§ SOURCE RECORDS
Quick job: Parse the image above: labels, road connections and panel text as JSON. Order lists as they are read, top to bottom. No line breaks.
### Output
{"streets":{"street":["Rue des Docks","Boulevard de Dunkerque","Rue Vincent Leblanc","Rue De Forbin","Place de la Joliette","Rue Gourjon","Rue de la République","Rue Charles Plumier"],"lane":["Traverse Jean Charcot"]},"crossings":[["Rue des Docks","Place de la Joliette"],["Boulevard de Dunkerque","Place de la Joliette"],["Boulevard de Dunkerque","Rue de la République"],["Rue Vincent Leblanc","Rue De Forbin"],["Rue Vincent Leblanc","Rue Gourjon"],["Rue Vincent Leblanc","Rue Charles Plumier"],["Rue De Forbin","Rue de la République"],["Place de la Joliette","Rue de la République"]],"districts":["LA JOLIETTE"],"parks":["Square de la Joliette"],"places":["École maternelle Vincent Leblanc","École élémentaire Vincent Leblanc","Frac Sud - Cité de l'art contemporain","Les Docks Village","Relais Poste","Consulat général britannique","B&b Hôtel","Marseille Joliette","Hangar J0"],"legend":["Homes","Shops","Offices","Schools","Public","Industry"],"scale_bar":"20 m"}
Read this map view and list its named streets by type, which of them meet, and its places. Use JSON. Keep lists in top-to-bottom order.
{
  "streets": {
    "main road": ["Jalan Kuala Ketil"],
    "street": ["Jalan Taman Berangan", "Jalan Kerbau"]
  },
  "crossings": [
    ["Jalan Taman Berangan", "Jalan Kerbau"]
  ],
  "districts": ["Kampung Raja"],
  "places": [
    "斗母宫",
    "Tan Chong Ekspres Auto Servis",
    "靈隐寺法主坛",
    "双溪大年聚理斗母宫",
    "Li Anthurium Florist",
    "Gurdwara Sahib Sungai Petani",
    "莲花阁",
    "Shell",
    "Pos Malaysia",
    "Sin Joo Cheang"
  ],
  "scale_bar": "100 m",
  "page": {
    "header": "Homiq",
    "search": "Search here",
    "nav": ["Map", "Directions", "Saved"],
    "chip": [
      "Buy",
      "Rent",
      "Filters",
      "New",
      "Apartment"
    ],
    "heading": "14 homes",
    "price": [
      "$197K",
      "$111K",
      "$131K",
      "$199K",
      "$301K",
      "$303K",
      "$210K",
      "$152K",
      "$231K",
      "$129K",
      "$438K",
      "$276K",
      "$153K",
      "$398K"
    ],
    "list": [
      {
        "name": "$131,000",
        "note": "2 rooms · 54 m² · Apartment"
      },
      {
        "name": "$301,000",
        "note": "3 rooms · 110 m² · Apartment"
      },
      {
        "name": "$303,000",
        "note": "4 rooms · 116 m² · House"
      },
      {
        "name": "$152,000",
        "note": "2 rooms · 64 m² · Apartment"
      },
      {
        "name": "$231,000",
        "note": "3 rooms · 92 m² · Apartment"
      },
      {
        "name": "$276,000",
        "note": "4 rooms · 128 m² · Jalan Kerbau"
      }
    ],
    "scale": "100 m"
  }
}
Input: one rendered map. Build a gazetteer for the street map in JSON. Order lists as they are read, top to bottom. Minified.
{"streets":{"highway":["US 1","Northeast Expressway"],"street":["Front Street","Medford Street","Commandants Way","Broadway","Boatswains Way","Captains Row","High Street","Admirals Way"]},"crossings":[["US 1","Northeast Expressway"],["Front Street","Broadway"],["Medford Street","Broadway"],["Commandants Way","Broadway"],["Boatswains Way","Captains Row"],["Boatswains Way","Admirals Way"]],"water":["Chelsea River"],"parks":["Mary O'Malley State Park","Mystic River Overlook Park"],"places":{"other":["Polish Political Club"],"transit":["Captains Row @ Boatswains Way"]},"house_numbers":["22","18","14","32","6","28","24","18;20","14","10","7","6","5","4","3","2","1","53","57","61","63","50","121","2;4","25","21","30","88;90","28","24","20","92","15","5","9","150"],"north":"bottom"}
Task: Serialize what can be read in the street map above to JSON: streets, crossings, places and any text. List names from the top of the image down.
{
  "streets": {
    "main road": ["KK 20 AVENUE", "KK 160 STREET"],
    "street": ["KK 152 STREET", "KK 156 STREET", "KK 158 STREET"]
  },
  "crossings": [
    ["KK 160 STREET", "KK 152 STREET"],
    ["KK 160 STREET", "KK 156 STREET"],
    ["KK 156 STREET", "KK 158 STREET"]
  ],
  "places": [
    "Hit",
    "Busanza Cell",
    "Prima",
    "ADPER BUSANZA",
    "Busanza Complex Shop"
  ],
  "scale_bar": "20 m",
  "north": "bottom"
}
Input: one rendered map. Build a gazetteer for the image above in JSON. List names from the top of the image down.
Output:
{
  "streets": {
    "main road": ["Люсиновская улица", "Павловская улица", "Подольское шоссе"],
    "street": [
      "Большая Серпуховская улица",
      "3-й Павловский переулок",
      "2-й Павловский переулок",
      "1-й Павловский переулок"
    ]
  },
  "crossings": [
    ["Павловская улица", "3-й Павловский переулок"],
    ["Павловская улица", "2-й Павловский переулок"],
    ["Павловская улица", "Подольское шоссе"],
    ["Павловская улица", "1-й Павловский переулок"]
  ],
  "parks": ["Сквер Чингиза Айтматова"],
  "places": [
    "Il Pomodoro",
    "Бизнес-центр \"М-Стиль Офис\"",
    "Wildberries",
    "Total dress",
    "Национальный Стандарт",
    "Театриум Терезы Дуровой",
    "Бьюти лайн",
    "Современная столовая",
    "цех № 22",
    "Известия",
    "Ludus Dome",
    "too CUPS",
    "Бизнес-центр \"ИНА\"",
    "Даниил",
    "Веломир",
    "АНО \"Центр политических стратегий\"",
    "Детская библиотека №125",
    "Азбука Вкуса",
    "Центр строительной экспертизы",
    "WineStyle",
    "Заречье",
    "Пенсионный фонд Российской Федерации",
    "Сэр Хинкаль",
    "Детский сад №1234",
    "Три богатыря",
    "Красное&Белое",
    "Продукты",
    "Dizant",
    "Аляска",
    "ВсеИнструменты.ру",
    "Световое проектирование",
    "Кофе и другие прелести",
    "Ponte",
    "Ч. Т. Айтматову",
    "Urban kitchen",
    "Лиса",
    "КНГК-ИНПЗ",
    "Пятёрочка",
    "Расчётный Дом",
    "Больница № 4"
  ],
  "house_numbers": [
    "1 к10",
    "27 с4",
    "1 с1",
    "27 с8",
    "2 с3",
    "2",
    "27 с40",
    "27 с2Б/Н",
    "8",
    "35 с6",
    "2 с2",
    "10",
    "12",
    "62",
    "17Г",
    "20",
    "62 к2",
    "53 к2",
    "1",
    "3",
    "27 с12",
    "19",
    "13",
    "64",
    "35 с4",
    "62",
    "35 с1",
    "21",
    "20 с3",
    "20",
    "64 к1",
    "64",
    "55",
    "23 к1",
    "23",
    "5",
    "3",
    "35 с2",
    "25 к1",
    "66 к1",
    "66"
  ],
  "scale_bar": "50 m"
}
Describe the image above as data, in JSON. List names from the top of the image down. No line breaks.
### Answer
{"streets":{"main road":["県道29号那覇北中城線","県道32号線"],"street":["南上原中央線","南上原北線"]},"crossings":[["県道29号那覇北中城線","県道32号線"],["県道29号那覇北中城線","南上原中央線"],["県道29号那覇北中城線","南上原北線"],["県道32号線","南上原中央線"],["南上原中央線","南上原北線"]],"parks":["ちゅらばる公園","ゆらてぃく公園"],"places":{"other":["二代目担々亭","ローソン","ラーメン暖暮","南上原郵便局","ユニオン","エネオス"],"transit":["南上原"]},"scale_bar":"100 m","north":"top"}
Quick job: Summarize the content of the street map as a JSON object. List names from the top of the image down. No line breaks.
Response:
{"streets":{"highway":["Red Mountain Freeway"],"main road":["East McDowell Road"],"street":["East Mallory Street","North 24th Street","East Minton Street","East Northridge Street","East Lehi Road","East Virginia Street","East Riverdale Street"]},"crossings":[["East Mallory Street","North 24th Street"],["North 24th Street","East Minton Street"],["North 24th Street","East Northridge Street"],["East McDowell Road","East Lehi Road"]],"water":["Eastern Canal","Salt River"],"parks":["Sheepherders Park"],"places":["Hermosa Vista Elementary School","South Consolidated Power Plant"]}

§ PROBLEM DESCRIPTION
Please count the lines of the entries above that include "Kerbau" and give only the total.

§ ANSWER FOR THIS EXERCISE
3